Stored data entries:
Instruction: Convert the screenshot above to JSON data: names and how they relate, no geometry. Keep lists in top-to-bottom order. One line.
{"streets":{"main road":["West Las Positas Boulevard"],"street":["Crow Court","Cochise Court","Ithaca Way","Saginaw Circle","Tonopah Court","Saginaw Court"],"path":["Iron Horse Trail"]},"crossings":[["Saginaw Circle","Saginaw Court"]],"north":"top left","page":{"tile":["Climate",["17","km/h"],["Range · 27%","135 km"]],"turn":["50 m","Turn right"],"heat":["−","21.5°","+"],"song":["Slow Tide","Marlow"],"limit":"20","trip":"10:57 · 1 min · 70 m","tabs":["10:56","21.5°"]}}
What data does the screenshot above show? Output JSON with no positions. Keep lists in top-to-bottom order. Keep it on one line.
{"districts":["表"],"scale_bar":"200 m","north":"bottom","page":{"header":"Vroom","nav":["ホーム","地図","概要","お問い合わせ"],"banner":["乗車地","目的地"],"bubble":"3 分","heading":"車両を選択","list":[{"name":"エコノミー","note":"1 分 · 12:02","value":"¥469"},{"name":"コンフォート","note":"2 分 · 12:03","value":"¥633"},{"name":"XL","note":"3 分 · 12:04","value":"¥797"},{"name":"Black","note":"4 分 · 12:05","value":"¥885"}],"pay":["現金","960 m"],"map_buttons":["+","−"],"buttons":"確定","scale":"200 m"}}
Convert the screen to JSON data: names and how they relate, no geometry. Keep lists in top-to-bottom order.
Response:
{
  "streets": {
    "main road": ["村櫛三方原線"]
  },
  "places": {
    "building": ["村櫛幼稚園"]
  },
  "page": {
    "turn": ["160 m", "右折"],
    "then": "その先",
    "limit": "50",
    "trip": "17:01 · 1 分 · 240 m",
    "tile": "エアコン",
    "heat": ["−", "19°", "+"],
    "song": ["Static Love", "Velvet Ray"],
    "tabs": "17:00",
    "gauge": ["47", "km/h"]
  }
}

WORK TO BE COMPLETED ▸
Retype every record above exactly.

SOLVED PROBLEM ▸
Instruction: Convert the screenshot above to JSON data: names and how they relate, no geometry. Keep lists in top-to-bottom order. One line.
{"streets":{"main road":["West Las Positas Boulevard"],"street":["Crow Court","Cochise Court","Ithaca Way","Saginaw Circle","Tonopah Court","Saginaw Court"],"path":["Iron Horse Trail"]},"crossings":[["Saginaw Circle","Saginaw Court"]],"north":"top left","page":{"tile":["Climate",["17","km/h"],["Range · 27%","135 km"]],"turn":["50 m","Turn right"],"heat":["−","21.5°","+"],"song":["Slow Tide","Marlow"],"limit":"20","trip":"10:57 · 1 min · 70 m","tabs":["10:56","21.5°"]}}
What data does the screenshot above show? Output JSON with no positions. Keep lists in top-to-bottom order. Keep it on one line.
{"districts":["表"],"scale_bar":"200 m","north":"bottom","page":{"header":"Vroom","nav":["ホーム","地図","概要","お問い合わせ"],"banner":["乗車地","目的地"],"bubble":"3 分","heading":"車両を選択","list":[{"name":"エコノミー","note":"1 分 · 12:02","value":"¥469"},{"name":"コンフォート","note":"2 分 · 12:03","value":"¥633"},{"name":"XL","note":"3 分 · 12:04","value":"¥797"},{"name":"Black","note":"4 分 · 12:05","value":"¥885"}],"pay":["現金","960 m"],"map_buttons":["+","−"],"buttons":"確定","scale":"200 m"}}
Convert the screen to JSON data: names and how they relate, no geometry. Keep lists in top-to-bottom order.
Response:
{
  "streets": {
    "main road": ["村櫛三方原線"]
  },
  "places": {
    "building": ["村櫛幼稚園"]
  },
  "page": {
    "turn": ["160 m", "右折"],
    "then": "その先",
    "limit": "50",
    "trip": "17:01 · 1 分 · 240 m",
    "tile": "エアコン",
    "heat": ["−", "19°", "+"],
    "song": ["Static Love", "Velvet Ray"],
    "tabs": "17:00",
    "gauge": ["47", "km/h"]
  }
}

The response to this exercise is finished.